2.2 Initial features of snoRNA
There are numerous methods for extracting features from RNA molecules, and the choice of method can significantly influence downstream tasks. Among them, the k-mer algorithm is one of the most widely used approaches due to its efficiency and broad applicability. It is implemented in several feature extraction tools such as Jellyfish, KMC, and Kraken. The k-mer algorithm has two key capabilities: (1) it counts k-mer occurrence frequencies to capture sequence composition patterns, repetitive regions, and mutation hotspots; and (2) it can be adapted to different applications by varying the value of k. For instance, setting allows for the characterization of six-nucleotide conserved regions within RNA sequences, which can help identify potential miRNA binding sites. Recent studies have systematically evaluated the impact of different k values on the performance of various downstream tasks (e.g., Vinje et al. (2015); Chor et al. (2009); Tahara et al. (2023)). Despite its advantages, the k-mer algorithm faces challenges. Extremely long or short sequences may compromise feature quality, and conventional k-mer approaches typically focus only on linear sequence information, overlooking secondary structural features. However, accumulating evidence demonstrates that RNA secondary structure plays a critical role in determining function. For example, studies have confirmed that snoRNA activity is strongly influenced by its structural conformation (Ganot et al., 1997; Kiss-László et al., 1996). This highlights the necessity of employing feature extraction algorithms that incorporate structural information.
One such method is nRC, a tool specifically developed by Fiannaca et al. (2017) for non-coding RNA (ncRNA) feature extraction, differs from other methods that overlook ncRNA structural features in that it can integrate the secondary structure information of ncRNAs into feature representation, thereby improving feature quality. Previous studies (e.g., La Rosa et al. (2025)) have verified that nRC outperforms baseline methods in ncRNA-related prediction tasks, confirming its suitability for snoRNA feature extraction. Therefore, we directly used the features extracted by nRC as the initial features of snoRNAs in the CGSDA model.
2.3 Initial features of disease
There are multiple approaches to representing disease features. One of the earliest methods was one-hot encoding based on disease categories. However, while effective for simple classification, this representation has shown limited performance in more complex tasks. Another widely adopted approach is disease semantic similarity, introduced by Xuan et al. (2013), Schriml et al. (2012), which leverages the MeSH database (https://www.ncbi.nlm.nih.gov/) to compute ontology-based similarity between diseases (Lu et al., 2022; Ouyang et al., 2024). This method has since been applied extensively across several studies. Importantly, many diseases are described in detail through textual resources, including clinical manifestations, pathogenic mechanisms, diagnostic criteria, classification schemes, and progression patterns.
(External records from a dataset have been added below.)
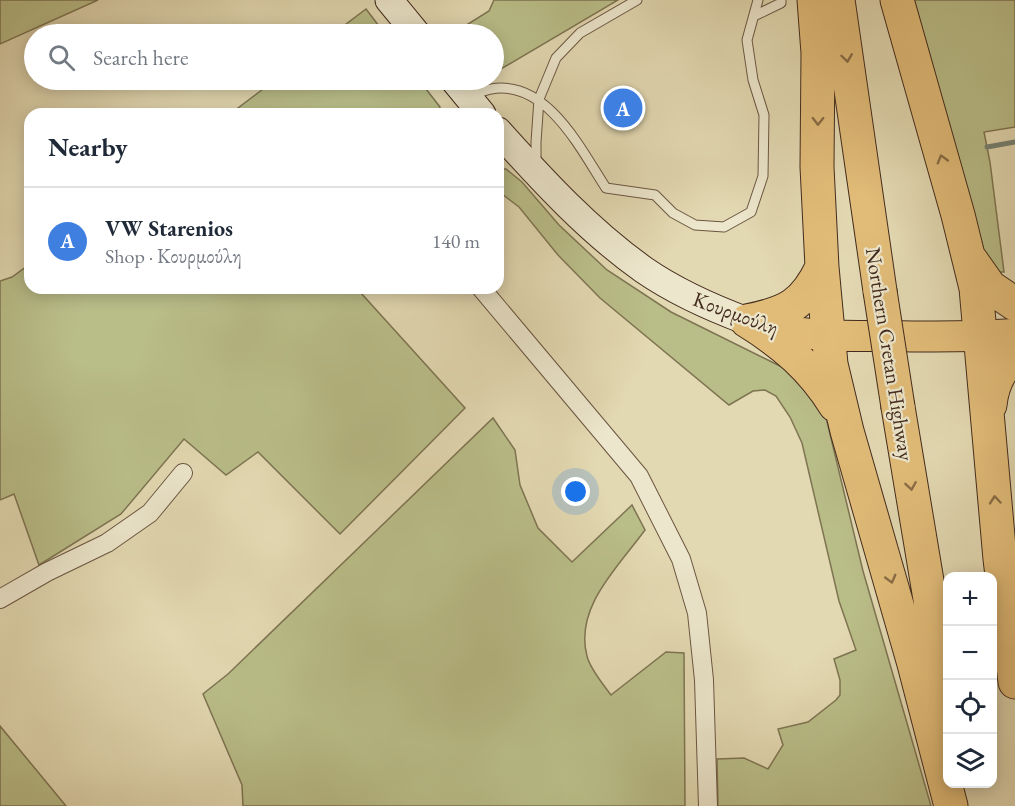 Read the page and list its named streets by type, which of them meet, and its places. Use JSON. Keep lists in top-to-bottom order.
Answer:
{
  "streets": {
    "highway": ["Northern Cretan Highway"],
    "main road": ["Κουρμούλη"]
  },
  "page": {
    "search": "Search here",
    "pins": "A",
    "heading": "Nearby",
    "list": [
      {
        "mark": "A",
        "name": "VW Starenios",
        "note": "Shop · Κουρμούλη",
        "value": "140 m"
      }
    ],
    "map_buttons": ["+", "−"]
  }
}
These textual descriptions capture rich and evolving knowledge about diseases, yet traditional feature extraction methods often overlook this valuable source of information.
Large Language Models (LLMs) can effectively understand the contextual information of text and generate corresponding numerical features as needed. The bge-icl-en tool, developed by Li et al. (2024) from the Beijing Academy of Artificial Intelligence (BAAI), is capable of converting English textual information into word embeddings. This tool adopts an open-source model and can be downloaded and deployed by users via https://github.com/FlagOpen/FlagEmbedding. We chose to generate the initial features of diseases by inputting the textual summaries of diseases from the MalaCards database (Rappaport et al., 2013) into the bge-icl-en tool, based on the two key considerations.
First, the MalaCards database (https://www.malacards.org/) integrates dozens of data sources and provides detailed textual descriptions for more than 16,000 human diseases. The textual information about the disease in MalaCards, including the status and classification of the disease, pathogenesis, characteristics and impacts of the disease, etiology and risk factors, preventive interventions, disease management and prognosis, contains rich semantic details, which are crucial for distinguishing disease characteristics. Unlike traditional methods (e.g., one-hot encoding, ontology-based semantic similarity), LLMs (such as bge-icl-en) can capture contextualized semantic information, avoiding the limitations of disease feature representation.
Second, the bge-icl-en tool has demonstrated excellent performance in multiple text embedding benchmark tests (Li et al., 2024) and supports open-source deployment, which not only ensures the accuracy of disease feature extraction but also guarantees the reproducibility of experimental results.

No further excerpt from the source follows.